The big data challenge

SMAS seem to be resolving some essential UHC challenges– find the people, give them access to services and track progress. There is some way to go in perfecting the system. What concerns us is a different dimension. Compared to demographic surveys in Ghana this is big data! Within 100 days over 65,000 households and 270,000 persons with key demographic information and their residence coordinates have been captured in the data warehouse. By June this year that number will rise to approximately 0.5 million individuals covering about 120,000 households.

The significance of the DMAS database is amplified by the absence of frequently collected primary routine and reliable data in the Africa region. Generally the Africa Rising Report noted that Poverty rates for most African countries are imputed from surveys that are often several years old using GDP trends, raising questions about the accuracy of the estimates. On average only 3.8 consumption surveys per country were conducted in Africa between 1990 and 2014, or one every 6.1 years. The lack of consumption surveys and accessibility to the underlying data are obvious impediments to monitoring poverty.

Wendy and Adjei make clear the urgent need for improving the data available on women and children’s health. The fundamental questions are about the performance of the “suppliers” of the figures and the needs of the “clients.” Both in the Rising Africa Report and in Wendy and Adjei’s essay there is an emphasis on the significant difference between country data and global estimates and how this can impact resource allocation.
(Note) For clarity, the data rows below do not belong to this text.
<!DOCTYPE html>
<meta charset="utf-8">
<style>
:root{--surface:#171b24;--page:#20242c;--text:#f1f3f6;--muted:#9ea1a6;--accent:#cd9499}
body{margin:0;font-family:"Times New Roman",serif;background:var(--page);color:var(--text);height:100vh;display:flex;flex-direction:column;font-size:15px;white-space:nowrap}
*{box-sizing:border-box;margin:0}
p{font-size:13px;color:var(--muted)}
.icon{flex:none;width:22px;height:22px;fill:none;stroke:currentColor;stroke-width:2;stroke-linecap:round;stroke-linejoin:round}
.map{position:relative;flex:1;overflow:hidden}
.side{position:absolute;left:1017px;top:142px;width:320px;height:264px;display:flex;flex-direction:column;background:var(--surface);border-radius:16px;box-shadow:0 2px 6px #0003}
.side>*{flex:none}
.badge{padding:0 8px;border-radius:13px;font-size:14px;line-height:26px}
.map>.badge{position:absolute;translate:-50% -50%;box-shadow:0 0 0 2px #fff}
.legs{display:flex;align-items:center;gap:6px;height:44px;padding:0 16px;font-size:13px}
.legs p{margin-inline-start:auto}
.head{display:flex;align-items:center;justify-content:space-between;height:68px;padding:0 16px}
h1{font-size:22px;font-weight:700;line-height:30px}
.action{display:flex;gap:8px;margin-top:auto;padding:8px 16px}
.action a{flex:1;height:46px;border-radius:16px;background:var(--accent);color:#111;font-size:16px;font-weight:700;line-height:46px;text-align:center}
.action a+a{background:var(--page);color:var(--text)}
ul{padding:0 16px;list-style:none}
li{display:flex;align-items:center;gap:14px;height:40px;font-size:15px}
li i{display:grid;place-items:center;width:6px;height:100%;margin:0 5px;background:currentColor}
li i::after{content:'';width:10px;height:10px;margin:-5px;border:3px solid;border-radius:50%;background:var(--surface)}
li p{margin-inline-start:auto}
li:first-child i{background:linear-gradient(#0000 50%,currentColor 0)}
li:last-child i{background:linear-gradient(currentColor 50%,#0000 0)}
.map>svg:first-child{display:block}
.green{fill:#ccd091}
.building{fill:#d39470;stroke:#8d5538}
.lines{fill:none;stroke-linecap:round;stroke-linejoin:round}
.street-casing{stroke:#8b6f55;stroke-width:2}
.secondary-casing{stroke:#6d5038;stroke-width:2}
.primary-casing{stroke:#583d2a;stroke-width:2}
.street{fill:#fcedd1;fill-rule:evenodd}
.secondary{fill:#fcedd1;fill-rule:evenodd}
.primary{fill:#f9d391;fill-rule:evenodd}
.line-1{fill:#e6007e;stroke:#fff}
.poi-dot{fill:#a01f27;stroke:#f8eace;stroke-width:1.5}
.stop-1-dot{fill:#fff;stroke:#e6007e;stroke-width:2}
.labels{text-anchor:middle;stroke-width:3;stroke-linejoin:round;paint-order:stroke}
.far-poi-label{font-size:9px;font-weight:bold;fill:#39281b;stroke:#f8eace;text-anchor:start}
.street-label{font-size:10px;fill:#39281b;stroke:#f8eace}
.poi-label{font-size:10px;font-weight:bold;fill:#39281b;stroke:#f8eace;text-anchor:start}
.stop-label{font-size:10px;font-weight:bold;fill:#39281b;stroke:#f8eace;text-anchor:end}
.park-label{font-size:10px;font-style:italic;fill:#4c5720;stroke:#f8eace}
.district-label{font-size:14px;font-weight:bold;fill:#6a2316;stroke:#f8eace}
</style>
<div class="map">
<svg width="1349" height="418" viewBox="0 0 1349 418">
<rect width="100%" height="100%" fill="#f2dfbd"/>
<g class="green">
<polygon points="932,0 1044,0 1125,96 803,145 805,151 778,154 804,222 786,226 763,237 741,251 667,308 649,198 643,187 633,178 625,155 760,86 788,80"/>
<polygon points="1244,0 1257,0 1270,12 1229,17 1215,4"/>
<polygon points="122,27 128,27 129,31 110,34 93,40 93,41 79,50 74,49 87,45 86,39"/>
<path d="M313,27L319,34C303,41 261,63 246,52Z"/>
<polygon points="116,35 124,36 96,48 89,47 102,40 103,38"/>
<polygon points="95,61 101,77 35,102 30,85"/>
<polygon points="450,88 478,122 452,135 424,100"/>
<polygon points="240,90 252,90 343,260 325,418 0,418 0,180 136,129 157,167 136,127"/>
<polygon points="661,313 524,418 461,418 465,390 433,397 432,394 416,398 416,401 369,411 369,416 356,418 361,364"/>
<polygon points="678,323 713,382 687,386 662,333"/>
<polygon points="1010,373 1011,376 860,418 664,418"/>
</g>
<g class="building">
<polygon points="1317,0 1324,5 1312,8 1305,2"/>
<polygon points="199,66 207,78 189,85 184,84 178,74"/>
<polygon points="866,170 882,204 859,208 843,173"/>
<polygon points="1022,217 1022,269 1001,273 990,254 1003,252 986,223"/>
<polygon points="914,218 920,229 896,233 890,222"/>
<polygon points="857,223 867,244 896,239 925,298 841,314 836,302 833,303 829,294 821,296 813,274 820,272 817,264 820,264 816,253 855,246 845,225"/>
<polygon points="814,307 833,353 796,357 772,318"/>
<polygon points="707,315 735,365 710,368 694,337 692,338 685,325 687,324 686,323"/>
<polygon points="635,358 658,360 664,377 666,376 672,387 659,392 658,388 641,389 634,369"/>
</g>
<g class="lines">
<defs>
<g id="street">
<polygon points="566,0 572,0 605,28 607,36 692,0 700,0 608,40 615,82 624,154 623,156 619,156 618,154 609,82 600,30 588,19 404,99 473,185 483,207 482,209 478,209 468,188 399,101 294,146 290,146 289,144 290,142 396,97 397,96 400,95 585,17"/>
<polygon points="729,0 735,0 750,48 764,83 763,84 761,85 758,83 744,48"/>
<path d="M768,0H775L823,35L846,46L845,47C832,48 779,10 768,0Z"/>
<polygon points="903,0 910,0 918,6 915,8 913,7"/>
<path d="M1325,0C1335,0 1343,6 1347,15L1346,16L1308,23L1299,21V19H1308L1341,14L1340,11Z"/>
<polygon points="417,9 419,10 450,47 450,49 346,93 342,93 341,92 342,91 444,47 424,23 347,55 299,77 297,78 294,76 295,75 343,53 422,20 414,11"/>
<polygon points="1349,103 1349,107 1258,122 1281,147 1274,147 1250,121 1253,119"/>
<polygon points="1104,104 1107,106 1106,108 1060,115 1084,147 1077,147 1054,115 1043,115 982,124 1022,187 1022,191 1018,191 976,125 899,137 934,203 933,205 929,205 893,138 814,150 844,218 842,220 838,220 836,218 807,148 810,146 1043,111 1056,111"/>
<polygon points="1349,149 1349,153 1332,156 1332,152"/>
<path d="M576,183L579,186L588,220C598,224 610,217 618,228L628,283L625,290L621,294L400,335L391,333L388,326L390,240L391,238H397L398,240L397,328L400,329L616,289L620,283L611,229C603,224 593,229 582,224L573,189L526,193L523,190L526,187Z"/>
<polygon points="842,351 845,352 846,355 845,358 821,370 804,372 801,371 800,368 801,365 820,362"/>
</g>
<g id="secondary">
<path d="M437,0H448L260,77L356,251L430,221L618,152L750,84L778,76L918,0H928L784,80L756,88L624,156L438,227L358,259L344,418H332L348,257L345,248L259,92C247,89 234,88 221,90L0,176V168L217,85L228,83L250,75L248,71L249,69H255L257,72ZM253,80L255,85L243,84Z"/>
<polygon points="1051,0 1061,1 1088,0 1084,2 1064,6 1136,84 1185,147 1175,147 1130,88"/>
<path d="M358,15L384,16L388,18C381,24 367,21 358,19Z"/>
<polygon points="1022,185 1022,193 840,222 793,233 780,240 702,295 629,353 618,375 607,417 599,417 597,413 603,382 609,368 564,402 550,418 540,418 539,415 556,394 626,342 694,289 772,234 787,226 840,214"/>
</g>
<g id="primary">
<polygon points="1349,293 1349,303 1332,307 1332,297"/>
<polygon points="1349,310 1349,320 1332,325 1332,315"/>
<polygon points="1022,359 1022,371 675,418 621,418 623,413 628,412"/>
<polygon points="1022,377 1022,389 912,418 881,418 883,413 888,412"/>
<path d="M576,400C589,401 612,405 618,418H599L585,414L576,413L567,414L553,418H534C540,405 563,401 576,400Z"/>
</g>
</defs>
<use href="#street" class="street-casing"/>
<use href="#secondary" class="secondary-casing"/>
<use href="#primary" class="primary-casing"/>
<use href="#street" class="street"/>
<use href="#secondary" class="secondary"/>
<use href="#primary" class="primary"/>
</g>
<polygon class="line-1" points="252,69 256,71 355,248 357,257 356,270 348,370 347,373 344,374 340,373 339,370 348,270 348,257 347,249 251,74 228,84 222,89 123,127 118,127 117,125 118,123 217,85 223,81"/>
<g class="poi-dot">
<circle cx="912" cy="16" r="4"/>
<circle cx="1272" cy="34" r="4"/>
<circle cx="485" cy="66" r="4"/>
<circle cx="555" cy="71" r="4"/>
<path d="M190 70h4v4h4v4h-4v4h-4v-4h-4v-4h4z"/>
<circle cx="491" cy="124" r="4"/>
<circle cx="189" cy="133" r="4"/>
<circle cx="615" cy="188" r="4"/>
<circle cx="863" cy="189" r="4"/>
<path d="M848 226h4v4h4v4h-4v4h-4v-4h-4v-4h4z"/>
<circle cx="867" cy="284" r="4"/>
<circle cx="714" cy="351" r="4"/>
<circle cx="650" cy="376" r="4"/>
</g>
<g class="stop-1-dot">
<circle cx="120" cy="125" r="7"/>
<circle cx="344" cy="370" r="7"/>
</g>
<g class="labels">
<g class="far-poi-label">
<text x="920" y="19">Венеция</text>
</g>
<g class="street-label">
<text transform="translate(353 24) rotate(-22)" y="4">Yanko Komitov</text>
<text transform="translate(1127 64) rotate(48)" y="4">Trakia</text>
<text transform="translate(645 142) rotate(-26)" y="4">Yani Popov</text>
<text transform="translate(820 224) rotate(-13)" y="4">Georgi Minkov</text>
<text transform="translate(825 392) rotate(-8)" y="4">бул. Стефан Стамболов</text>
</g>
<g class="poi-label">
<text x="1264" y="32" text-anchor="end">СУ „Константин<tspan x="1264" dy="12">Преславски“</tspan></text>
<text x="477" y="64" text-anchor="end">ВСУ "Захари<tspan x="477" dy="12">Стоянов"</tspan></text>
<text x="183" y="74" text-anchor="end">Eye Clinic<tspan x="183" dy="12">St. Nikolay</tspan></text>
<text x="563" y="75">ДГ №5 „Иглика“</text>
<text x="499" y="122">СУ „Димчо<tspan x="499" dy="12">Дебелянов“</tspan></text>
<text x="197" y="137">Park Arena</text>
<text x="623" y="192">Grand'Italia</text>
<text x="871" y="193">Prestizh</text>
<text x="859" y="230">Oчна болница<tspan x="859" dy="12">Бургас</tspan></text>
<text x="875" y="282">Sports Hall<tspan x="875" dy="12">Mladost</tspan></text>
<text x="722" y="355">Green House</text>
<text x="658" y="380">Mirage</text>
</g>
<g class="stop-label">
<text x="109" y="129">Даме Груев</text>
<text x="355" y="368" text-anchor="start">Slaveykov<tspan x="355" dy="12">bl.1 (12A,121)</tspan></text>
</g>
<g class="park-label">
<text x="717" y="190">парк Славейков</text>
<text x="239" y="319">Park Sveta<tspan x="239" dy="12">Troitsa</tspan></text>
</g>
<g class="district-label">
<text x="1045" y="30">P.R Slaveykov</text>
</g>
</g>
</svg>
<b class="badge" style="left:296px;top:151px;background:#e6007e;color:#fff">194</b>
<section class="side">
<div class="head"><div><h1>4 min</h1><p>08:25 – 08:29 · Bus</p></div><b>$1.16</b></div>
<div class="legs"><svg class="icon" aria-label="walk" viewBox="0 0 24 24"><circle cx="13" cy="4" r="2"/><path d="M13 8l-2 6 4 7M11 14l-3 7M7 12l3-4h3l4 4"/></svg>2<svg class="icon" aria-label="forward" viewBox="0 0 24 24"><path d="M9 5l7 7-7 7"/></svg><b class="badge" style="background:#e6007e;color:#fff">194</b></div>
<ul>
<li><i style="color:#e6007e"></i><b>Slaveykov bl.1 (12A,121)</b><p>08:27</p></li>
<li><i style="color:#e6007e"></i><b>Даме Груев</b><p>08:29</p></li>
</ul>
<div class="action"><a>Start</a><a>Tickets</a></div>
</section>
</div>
To have real time poverty data that can be promptly validated and made freely accessible should bridge the gap between country data and global estimates. Provided there is a global community of experts for the purpose of validation, this is a great opportunity. Indeed the experts must harmonize for the sake of countries and the extreme poor.
However there is a bottleneck. While the Ghana data is now available, it begs the question of data ownership, mainstreaming, accessibility and use. In most developing countries the absence of clearly spelled out data policy creates a void. Access is provided or denied on whim. This generates arbitrariness in rules governing access and use of data to advance development. The global community had not resolved this either. Data warehoused such as those once owned under the Health Matrix Network or as generated under Demographic and Health Survey are not easily available. Even if it’s some professionals in less developed countries are priced out or denied by absence of policy.

The opportunities are there and technology provides a platform to harness global modeled and country-based data to form a credible basis. What is lacking is the global policy and access framework. Put these in place and we can grow a web of global repository from different enclaves that are easily available. As the first year of the Sustainable Development Goals draws to a close the debate on the how to generate, coordinate, secure, clean and use country-based big data globally must start now.